Directions for this task: Bring together all lines of the material below that contain the string "bottom".

The data:
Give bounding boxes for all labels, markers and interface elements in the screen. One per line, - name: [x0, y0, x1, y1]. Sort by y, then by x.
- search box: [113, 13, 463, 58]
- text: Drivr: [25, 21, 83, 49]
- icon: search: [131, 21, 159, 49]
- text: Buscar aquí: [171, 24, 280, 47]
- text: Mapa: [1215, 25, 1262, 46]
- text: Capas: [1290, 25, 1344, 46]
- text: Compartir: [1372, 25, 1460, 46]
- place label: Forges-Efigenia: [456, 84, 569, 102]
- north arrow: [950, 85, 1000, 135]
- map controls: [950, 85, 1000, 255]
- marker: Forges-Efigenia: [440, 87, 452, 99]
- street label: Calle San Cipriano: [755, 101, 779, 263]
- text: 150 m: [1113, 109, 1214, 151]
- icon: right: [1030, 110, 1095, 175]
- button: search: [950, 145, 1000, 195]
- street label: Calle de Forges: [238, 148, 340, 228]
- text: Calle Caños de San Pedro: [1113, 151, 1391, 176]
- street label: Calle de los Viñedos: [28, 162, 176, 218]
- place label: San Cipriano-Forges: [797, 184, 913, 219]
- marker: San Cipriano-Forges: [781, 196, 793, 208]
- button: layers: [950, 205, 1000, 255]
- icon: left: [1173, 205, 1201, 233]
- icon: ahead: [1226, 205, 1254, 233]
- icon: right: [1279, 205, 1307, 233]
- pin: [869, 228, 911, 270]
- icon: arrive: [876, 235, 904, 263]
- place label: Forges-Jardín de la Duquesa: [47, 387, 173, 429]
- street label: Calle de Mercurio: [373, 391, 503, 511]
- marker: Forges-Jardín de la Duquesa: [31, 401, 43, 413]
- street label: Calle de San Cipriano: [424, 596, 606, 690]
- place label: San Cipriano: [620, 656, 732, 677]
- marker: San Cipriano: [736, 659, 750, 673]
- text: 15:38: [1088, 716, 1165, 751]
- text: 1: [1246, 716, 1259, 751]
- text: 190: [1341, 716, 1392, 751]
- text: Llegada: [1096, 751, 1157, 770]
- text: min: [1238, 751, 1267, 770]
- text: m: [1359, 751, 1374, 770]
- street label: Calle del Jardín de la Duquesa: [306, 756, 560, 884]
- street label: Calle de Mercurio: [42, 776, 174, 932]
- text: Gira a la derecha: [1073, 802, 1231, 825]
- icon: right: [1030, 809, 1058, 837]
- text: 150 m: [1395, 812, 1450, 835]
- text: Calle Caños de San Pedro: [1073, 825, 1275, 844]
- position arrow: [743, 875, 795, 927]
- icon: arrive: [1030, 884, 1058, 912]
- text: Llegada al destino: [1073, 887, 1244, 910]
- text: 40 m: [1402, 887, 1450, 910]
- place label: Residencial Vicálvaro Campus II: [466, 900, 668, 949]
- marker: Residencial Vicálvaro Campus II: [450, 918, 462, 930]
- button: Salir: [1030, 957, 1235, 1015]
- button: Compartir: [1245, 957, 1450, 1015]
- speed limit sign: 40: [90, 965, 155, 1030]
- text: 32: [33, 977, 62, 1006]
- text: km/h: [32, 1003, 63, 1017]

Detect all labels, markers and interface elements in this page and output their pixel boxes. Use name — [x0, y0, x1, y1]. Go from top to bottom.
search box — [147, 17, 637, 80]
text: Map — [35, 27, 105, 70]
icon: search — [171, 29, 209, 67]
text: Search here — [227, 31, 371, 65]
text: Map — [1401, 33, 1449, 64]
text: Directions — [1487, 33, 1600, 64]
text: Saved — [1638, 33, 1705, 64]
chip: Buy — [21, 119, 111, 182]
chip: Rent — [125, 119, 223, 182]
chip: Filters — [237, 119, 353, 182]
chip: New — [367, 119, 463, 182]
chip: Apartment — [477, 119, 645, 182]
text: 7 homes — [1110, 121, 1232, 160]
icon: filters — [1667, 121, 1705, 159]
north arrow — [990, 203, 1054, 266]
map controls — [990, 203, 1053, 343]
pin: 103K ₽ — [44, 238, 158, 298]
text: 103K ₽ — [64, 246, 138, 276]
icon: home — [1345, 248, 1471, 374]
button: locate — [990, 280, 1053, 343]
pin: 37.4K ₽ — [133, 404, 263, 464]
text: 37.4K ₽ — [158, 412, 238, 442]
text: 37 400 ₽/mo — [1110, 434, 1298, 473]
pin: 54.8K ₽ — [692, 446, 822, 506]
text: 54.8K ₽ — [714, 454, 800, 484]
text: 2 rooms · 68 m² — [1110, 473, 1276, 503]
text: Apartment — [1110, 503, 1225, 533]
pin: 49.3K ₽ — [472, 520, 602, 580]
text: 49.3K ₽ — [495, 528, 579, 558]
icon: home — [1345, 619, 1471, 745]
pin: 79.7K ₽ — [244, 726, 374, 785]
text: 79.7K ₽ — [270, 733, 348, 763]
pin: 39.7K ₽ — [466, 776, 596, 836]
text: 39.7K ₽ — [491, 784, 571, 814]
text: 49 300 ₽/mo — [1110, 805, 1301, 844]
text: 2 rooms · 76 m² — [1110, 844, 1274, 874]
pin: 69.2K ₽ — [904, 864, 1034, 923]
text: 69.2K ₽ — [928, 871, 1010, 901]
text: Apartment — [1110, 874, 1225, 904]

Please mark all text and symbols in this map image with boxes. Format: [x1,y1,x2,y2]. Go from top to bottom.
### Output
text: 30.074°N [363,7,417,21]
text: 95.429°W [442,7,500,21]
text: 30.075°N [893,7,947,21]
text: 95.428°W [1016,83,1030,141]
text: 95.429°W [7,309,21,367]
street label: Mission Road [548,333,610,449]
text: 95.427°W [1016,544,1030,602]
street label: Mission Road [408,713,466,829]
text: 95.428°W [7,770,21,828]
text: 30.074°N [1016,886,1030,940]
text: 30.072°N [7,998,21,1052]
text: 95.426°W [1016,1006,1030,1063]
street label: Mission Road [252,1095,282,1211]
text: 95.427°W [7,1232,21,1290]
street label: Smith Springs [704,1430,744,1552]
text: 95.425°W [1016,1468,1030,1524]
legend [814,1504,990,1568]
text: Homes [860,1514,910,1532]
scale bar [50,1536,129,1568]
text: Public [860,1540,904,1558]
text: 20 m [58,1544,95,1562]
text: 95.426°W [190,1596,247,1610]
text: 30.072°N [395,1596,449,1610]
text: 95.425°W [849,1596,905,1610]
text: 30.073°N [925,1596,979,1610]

Output of the task:
Detect all labels, markers and interface elements in this page and output their pixel boxes. Use name — [x0, y0, x1, y1]. Go from top to bottom.
Please mark all text and symbols in this map image with boxes. Format: [x1,y1,x2,y2]. Go from top to bottom.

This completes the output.